Bien que promettant à la Ligue de promouvoir l’éducation, la Belgique laissa la tâche aux missions catholiques subventionnées et surtout aux missions protestantes non subventionnées. Le catholicisme se développa rapidement à travers la population africaine en conséquence. Une école secondaire d’élite, le Groupe Scolaire d’Astrida a été créé en 1929 mais dès 1961, peu avant l’arrivée de l’indépendance, moins de 100 Africains avaient été éduqués au-delà du niveau secondaire. La politique était celle d’un paternalisme à bas coût, comme l’explique le représentant spécial de la Belgique auprès du Conseil de tutelle: « Le vrai travail est de changer l’Africain dans son essence, de transformer son âme, pour ce faire il faut l’aimer et prendre plaisir à avoir un contact quotidien avec lui. Il doit être guéri de son insouciance, il doit s’habituer à vivre en société, il doit surmonter son inertie. »
Territoire sous tutelle des Nations Unies, 1946 –62Edit
La Société des Nations a été officiellement dissoute en avril 1946, après son échec à empêcher la Seconde Guerre mondiale. Elle a été remplacée, à des fins pratiques, par la nouvelle Organisation des Nations Unies (ONU). En décembre 1946, le nouvel organe a voté pour mettre fin au mandat sur le Ruanda-Urundi et le remplacer par le nouveau statut de « Territoire sous tutelle ». Pour assurer le contrôle, le Comité de gestion a été remplacé par le Conseil de tutelle des Nations Unies. La transition était accompagnée d’une promesse que les Belges prépareraient le territoire à l’indépendance, mais les Belges estimaient que la région prendrait plusieurs décennies pour être prête à l’autonomie et souhaitaient que le processus prenne suffisamment de temps avant de se produire.
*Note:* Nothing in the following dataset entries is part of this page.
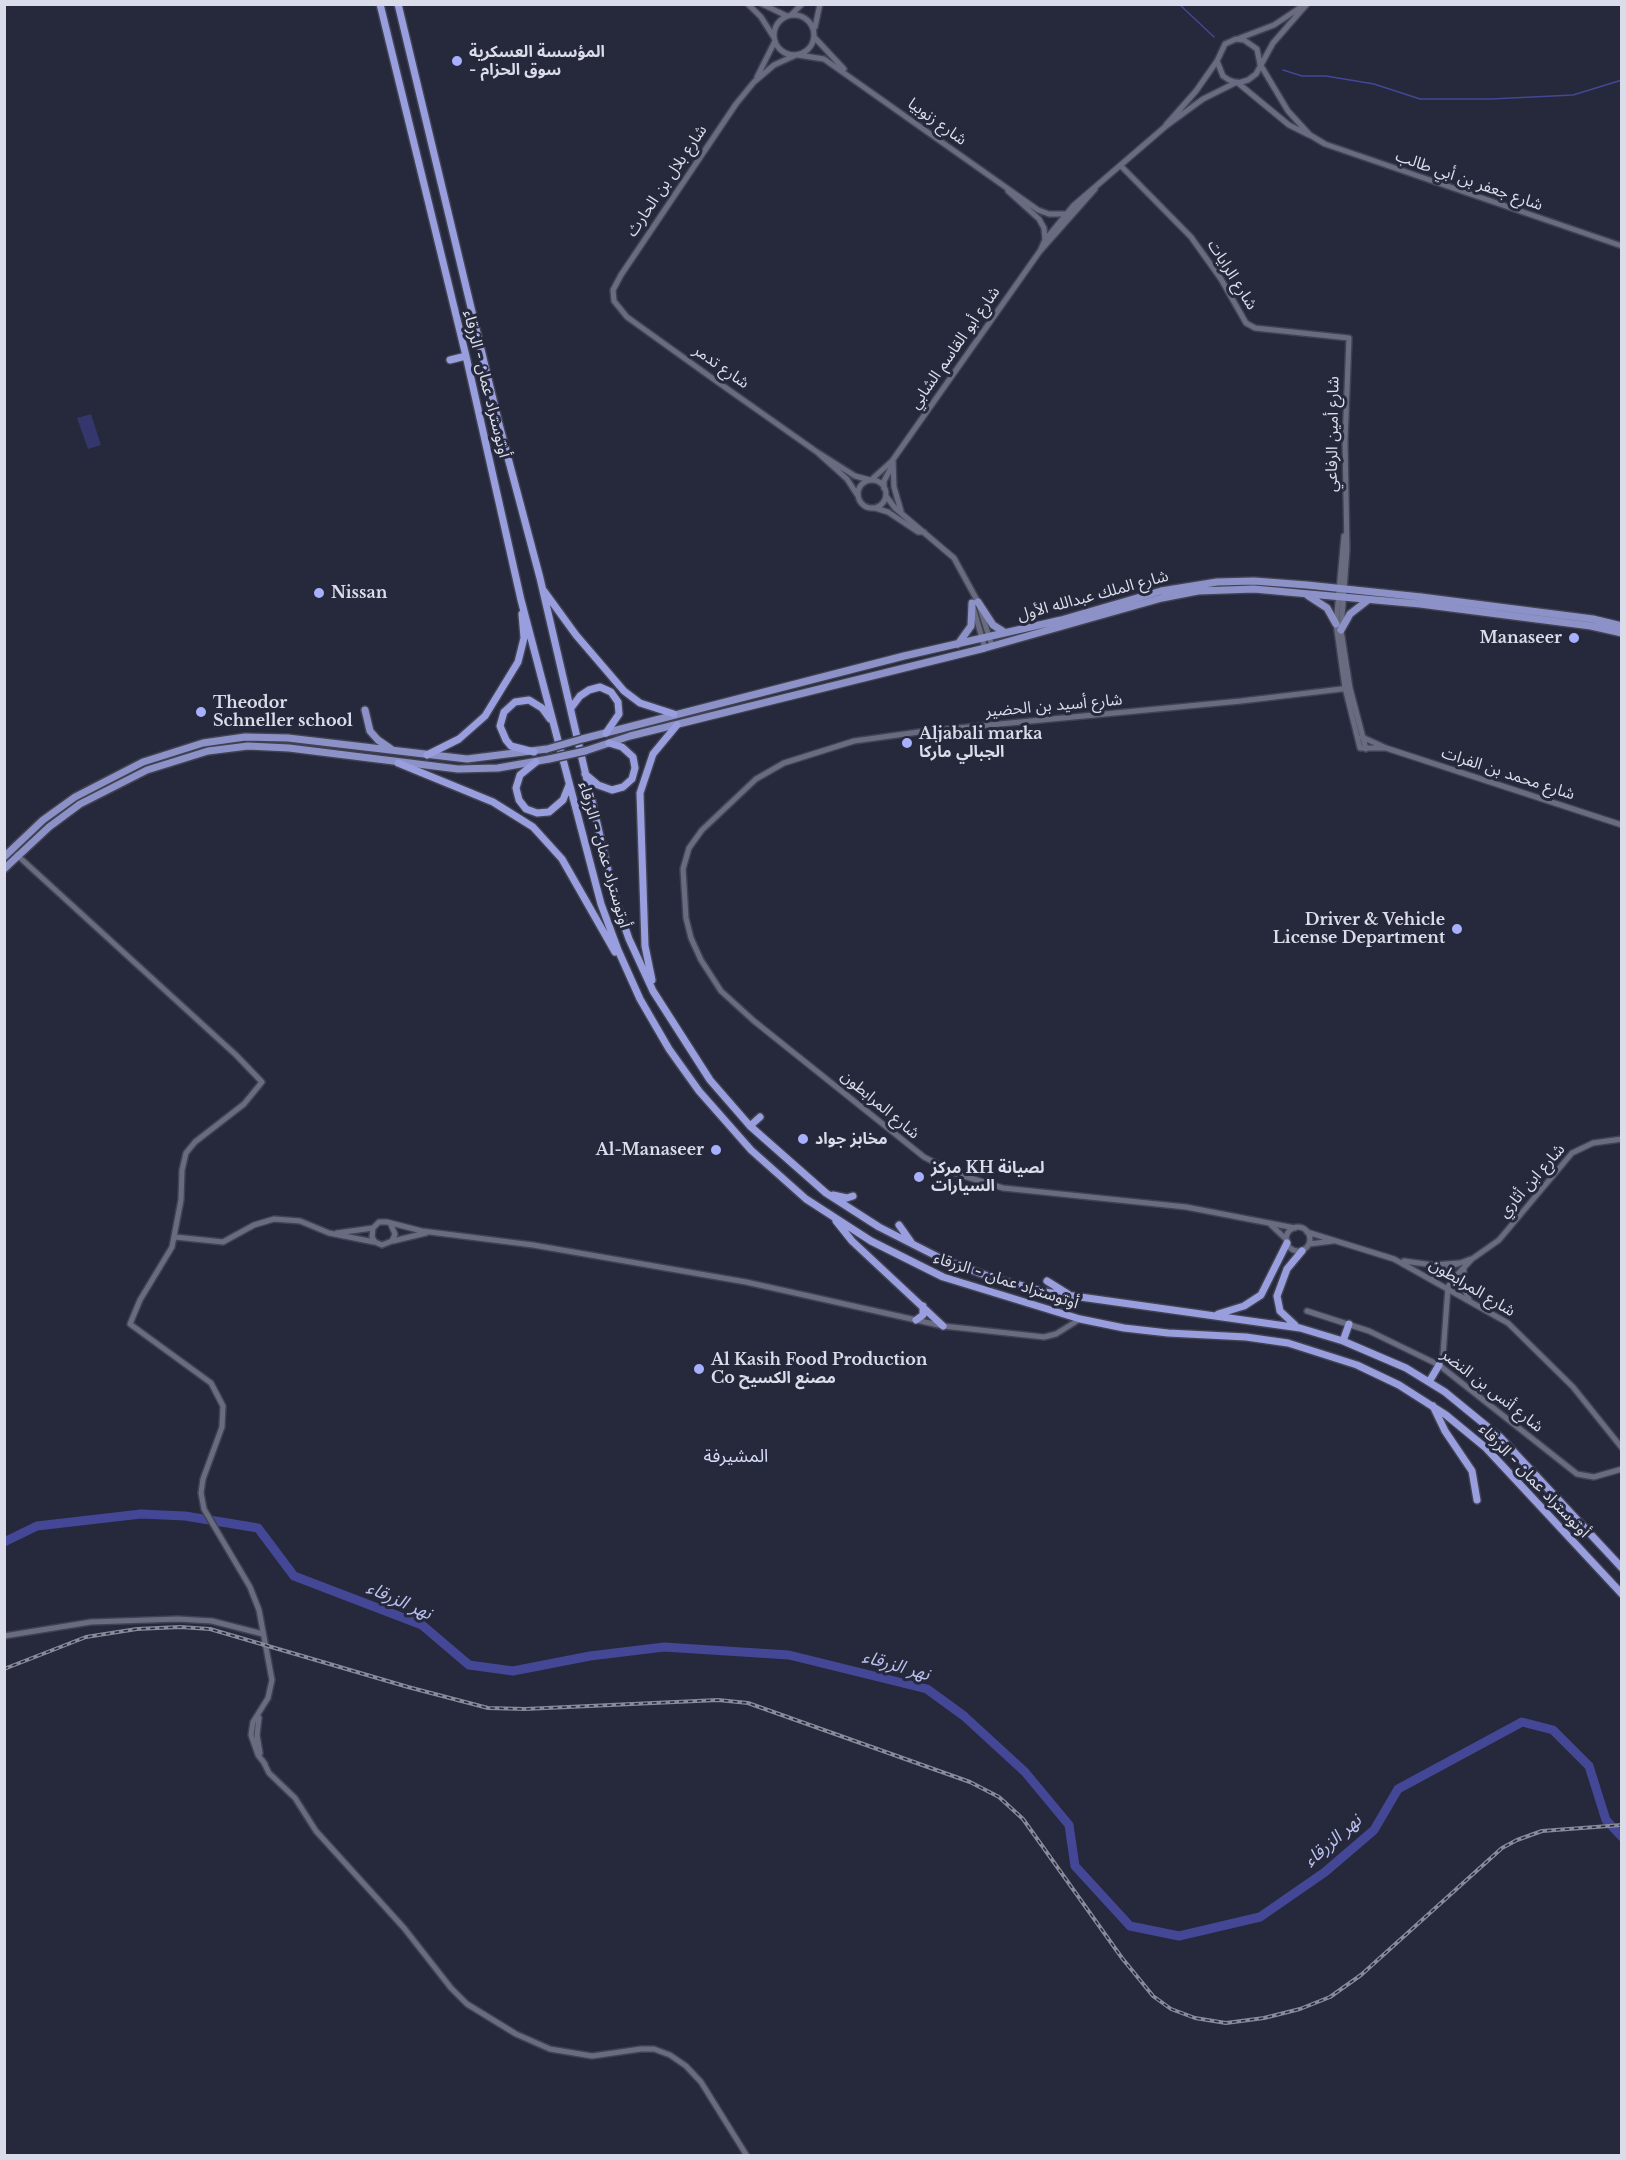 <!DOCTYPE html>
<html>
<head>
<meta charset="utf-8">
<style>
	body { margin:0 }
	#map { position:relative; width:1626px; height:2160px; overflow:hidden; background:#26283b; font-family:"Libre Baskerville",serif }
	canvas { display:block }
	.frame { position:absolute; inset:0; border:6px solid #dadde9; pointer-events:none }
</style>
</head>
<body>
<div id="map">
<canvas width="1626" height="2160"></canvas>
<div class="frame"></div>
</div>
<script>
const g = document.querySelector('canvas').getContext('2d');
g.lineJoin = 'round';
function fill(path, color) {
  g.fillStyle = color;
  g.fill(path, 'evenodd');
}
function shape(rows) {
  const path = new Path2D();
  for (const r of rows) {
    if (r.length === 3) {
      path.moveTo(r[0] + r[2], r[1]);
      path.arc(r[0], r[1], r[2], 0, 2 * Math.PI);
      continue;
    }
    path.moveTo(r[0], r[1]);
    for (let i = 2; i < r.length; i += 2) path.lineTo(r[i], r[i + 1]);
  }
  return path;
}
function stroke(path, color, width, dash) {
  g.strokeStyle = color;
  g.lineWidth = width;
  g.lineCap = dash ? 'butt' : 'round';
  g.setLineDash(dash || []);
  g.stroke(path);
}
function write(font, color, halo, rows, align = 'center') {
  g.font = font + ' "Libre Baskerville","Noto Sans Arabic",serif';
  g.lineWidth = 6;
  g.setLineDash([]);
  g.textBaseline = 'middle';
  g.strokeStyle = halo;
  g.fillStyle = color;
  for (const [text, x, y, turn = 0] of rows) {
    g.save();
    g.translate(x, y);
    g.rotate((+turn || 0) * Math.PI / 180);
    g.textAlign = isNaN(turn) ? turn : align;
    if (halo) g.strokeText(text, 0, 0);
    g.fillText(text, 0, 0);
    g.restore();
  }
}
const green = shape([
	[91,414,101,445,88,449,77,418]
]);
const stream = shape([
	[1179,4,1214,37],
	[1283,70,1302,76,1326,76,1374,84,1420,99,1491,99,1573,95,1622,80]
]);
const river = shape([
	[4,1542,37,1526,141,1514,185,1516,258,1528,294,1576,422,1625,469,1665,513,1671,590,1656,664,1647,789,1655,927,1689,964,1716,1025,1772,1069,1825,1075,1866,1130,1926,1179,1936,1260,1917,1325,1872,1374,1830,1398,1789,1522,1722,1553,1730,1589,1766,1606,1820,1622,1837]
]);
const tertiary = shape([
	[748,4,761,17,773,36],
	[762,4,787,16],
	[794,35,20],
	[791,15,802,4],
	[815,27,820,4],
	[815,38,844,69],
	[1240,38,1274,25,1304,5],
	[796,55,774,65,754,82,736,104,621,275,613,290,614,301,627,317,712,378,817,452,855,476,870,480],
	[798,55,824,59,1038,210,1049,214,1066,214],
	[1260,64,1288,111,1310,135,1325,144,1622,246],
	[1260,64,1257,49,1244,40,1236,39,1225,44,1217,61,1223,76,1229,80,1238,83,1248,80,1256,74,1273,43,1307,4],
	[757,77,775,41],
	[1238,83,1289,125,1309,135],
	[1166,125,1196,91,1217,61],
	[1121,166,1191,237,1221,279,1246,323,1255,328,1349,338,1345,442,1347,550,1341,630,1350,688,1366,749],
	[1008,191,1039,219,1044,228,1045,240],
	[1040,251,1045,240,1073,206,1166,126,1203,99,1237,82],
	[818,453,847,479,858,496],
	[893,460,894,487,901,511],
	[871,480,892,461,1040,251,1095,189],
	[872,494,14],
	[884,488,884,481,892,466],
	[886,496,895,508,954,558,978,602,992,646],
	[875,508,888,512,918,532,924,532],
	[1344,536,1336,624,1345,688,1360,748,1384,748],
	[973,607,985,648],
	[1362,737,1386,748,1622,825],
	[17,855,236,1055,262,1082,244,1104,195,1142,186,1153,182,1170,181,1200,172,1247,140,1300,130,1324,211,1383,223,1406,222,1427,203,1479,201,1493,204,1509,250,1587,259,1610,272,1680,268,1698,253,1722,251,1735,258,1755,265,1764],
	[1270,1224,1287,1240],
	[391,1225,395,1234,392,1241,382,1245,375,1242,372,1237,373,1228,379,1222,387,1222,422,1231,533,1245,746,1282,943,1326,1044,1337,1056,1334,1080,1319],
	[1298,1239,12],
	[1295,1228,1186,1207,1003,1188,957,1174,924,1157,754,1021,721,991,701,960,691,938,686,918,683,869,689,848,702,830,756,779,784,763,854,741,926,731,1241,701,1350,688],
	[1307,1232,1394,1259,1508,1323,1573,1387,1622,1448],
	[337,1233,373,1228],
	[175,1237,223,1242,254,1225,274,1219,300,1221,329,1233,374,1242],
	[393,1241,426,1233],
	[1309,1244,1333,1241],
	[1404,1261,1433,1265,1459,1263],
	[1464,1268,1463,1287,1469,1299],
	[1433,1279,1452,1266,1471,1259],
	[1307,1311,1369,1331,1439,1365,1577,1474,1594,1477,1622,1469],
	[1439,1365,1443,1355,1448,1287,1453,1279,1472,1259,1499,1240,1572,1153,1593,1143,1622,1139],
	[4,1636,91,1622,178,1619,212,1621,263,1634],
	[259,1718,257,1735,260,1753],
	[263,1761,269,1773,295,1798,316,1831,404,1928,451,1988,467,2004,516,2034,550,2049,592,2056,641,2049,654,2049,670,2055,686,2066,701,2082,747,2156]
]);
const primary = shape([
	[1307,595,1327,608,1336,624],
	[978,602,993,625,1004,632],
	[1341,630,1350,614,1368,600],
	[958,644,971,626,972,603],
	[365,710,370,731,378,740,391,749],
	[582,739,904,656,1061,620,1161,591,1217,582,1254,581,1307,585,1421,597,1593,619,1622,626],
	[585,751,630,736,985,648,1162,598,1198,591,1254,589,1420,604,1591,626,1622,633],
	[4,857,43,820,75,797,143,762,203,743,245,737,288,738,467,759,547,749],
	[4,869,49,827,80,804,147,770,208,751,248,746,289,748,458,769,498,768,549,759]
]);
const trunk = shape([
	[380,4,466,356,521,600,601,904,618,950,640,999,669,1049,699,1091,751,1150,806,1199,871,1241,943,1277,1080,1319,1124,1328,1168,1333,1246,1337,1288,1343,1357,1365,1399,1385,1446,1415,1486,1448,1622,1594],
	[398,4,499,424,540,578,614,896,629,939,653,991,710,1080,750,1126,826,1193,879,1227,942,1259,993,1278,1045,1292,1300,1328,1343,1341,1406,1368,1445,1392,1500,1437,1622,1568],
	[450,360,466,356],
	[544,591,576,635,624,691,640,703,674,714],
	[571,708,580,696,589,690,600,687,611,692,618,702,619,714,606,733],
	[534,752,511,746,506,740,500,726,504,712,515,702,529,700,542,708,550,719],
	[427,755,459,739,485,716,518,662,524,638,522,614],
	[536,762,520,775,516,788,519,800,526,809,537,813,549,812,563,800,569,785],
	[398,763,493,802,533,827,562,859,615,952],
	[585,774,598,785,612,790,623,787,632,779,635,768,633,757,622,747,609,743],
	[652,980,645,946,640,793,653,754,677,725],
	[750,1126,760,1117],
	[833,1195,847,1198,853,1196],
	[836,1221,852,1241,943,1326],
	[899,1225,911,1242],
	[1047,1281,1068,1294],
	[1218,1314,1244,1306,1261,1295,1287,1243],
	[916,1320,923,1315,923,1306],
	[1295,1325,1280,1311,1277,1296,1287,1269,1302,1251],
	[1343,1341,1349,1324],
	[1429,1382,1439,1365],
	[1433,1406,1445,1431,1472,1471,1477,1500]
]);
const rail = shape([
	[4,1669,86,1637,137,1629,180,1627,210,1629,408,1687,488,1708,525,1709,718,1700,748,1703,970,1782,999,1797,1023,1819,1122,1958,1153,1996,1171,2009,1195,2018,1226,2023,1264,2018,1300,2009,1330,1997,1361,1975,1502,1848,1517,1840,1542,1831,1622,1825]
]);
const primaryBridge = shape([
	[547,749,582,739],
	[549,759,585,751]
]);
const markers = [
	[457,61,6,"#a7b0fc"],
	[319,593,6,"#a7b0fc"],
	[1574,638,6,"#a7b0fc"],
	[201,712,6,"#a7b0fc"],
	[907,743,6,"#a7b0fc"],
	[1457,929,6,"#a7b0fc"],
	[803,1139,6,"#a7b0fc"],
	[716,1150,6,"#a7b0fc"],
	[919,1177,6,"#a7b0fc"],
	[699,1369,6,"#a7b0fc"]
];
const poiNames = [
	["المؤسسة العسكرية",469,52],
	["- سوق الحزام",469,70],
	["Nissan",331,593],
	["Manaseer",1562,638,"right"],
	["Theodor",213,703],
	["Schneller school",213,721],
	["Aljabali marka",919,734],
	["الجبالي ماركا",919,752],
	["Driver & Vehicle",1445,920,"right"],
	["License Department",1445,938,"right"],
	["مخابز جواد",815,1139],
	["Al-Manaseer",704,1150,"right"],
	["مركز KH لصيانة",931,1168],
	["السيارات",931,1186],
	["Al Kasih Food Production",711,1360],
	["Co مصنع الكسيح",711,1378]
];
const streetNames = [
	["شارع زنوبيا",937,122,36],
	["شارع بلال بن الحارث",667,181,-56],
	["شارع جعفر بن أبي طالب",1469,181,19],
	["شارع الرايات",1232,275,58],
	["شارع أبو القاسم الشابي",955,348,-55],
	["شارع تدمر",721,367,35],
	["أوتوستراد عمان - الزرقاء",486,384,76],
	["شارع أمين الرفاعي",1333,434,-89],
	["شارع الملك عبدالله الأول",1093,596,-15],
	["شارع أسيد بن الحضير",1054,706,-5],
	["شارع محمد بن الفرات",1508,774,18],
	["أوتوستراد عمان - الزرقاء",604,855,74],
	["شارع المرابطون",880,1105,40],
	["شارع ابن أثاري",1532,1181,-49],
	["أوتوستراد عمان - الزرقاء",1006,1281,18],
	["شارع المرابطون",1472,1288,31],
	["شارع أنس بن النضر",1492,1391,38],
	["أوتوستراد عمان - الزرقاء",1534,1481,46]
];
const neighbourhoodNames = [
	["المشيرفة",736,1457]
];
const waterNames = [
	["نهر الزرقاء",399,1601,24],
	["نهر الزرقاء",896,1666,16],
	["نهر الزرقاء",1333,1841,-41]
];
fill(green, '#34376b');
stroke(stream, '#444796', 1.5);
stroke(river, '#444796', 9);
stroke(tertiary, '#404251', 8);
stroke(primary, '#404251', 10);
stroke(trunk, '#404251', 10);
stroke(tertiary, '#696c81', 5);
stroke(primary, '#8c92c7', 7);
stroke(trunk, '#989ede', 7);
stroke(rail, '#878a99', 4);
stroke(rail, '#26283b', 1.5, [4.5]);
stroke(primaryBridge, '#404251', 10, []);
stroke(primaryBridge, '#8c92c7', 7);
for (const [x, y, r, color] of markers) {
  const dot = new Path2D();
  dot.arc(x, y, r, 0, 2 * Math.PI);
  g.fillStyle = color;
  g.fill(dot);
  stroke(dot, '#26283b', 2);
}
write('bold 16px', '#dadde9', '#26283b', poiNames, 'left');
write('16px', '#dadde9', '#26283b', streetNames);
write('18px', '#d6dbf8', '#26283b', neighbourhoodNames);
write('italic 18px', '#bbc1ee', '#26283b', waterNames);
</script>
</body>
</html>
L’indépendance est en grande partie le résultat d’actions menées ailleurs. Le nationalisme anticolonialiste africain a émergé au Congo belge à la fin des années 1950 et les Belges sont devenus convaincus qu’ils ne pouvaient plus contrôler le territoire. Des troubles ont également éclaté au Ruanda où la monarchie a été déposée lors de la Révolution rwandaise (1959-1961). Grégoire Kayibanda a dirigé le Parti dominant et ethniquement défini du Mouvement d’Émancipation Hutu (PARMEHUTU) au Rwanda tandis que l’Union pour le Progrès national (UPRONA) au Burundi tentait d’équilibrer les revendications ethniques concurrentes Hutu et Tutsi. L’indépendance du Congo belge en juin 1960 et la période d’instabilité politique qui l’a accompagnée ont renforcé le nationalisme au Ruanda-Urundi et l’assassinat du dirigeant de l’UPRONA Louis Rwagasore, également prince héritier du Burundi, en octobre 1961 n’a pas stoppé le mouvement. Après des préparatifs hâtifs, le Ruanda-Urundi est devenu indépendant le 1er juillet 1962, divisé selon les lignes traditionnelles en République indépendante du Rwanda et Royaume du Burundi. Il fallut encore deux ans avant que le gouvernement des deux ne devienne complètement séparé.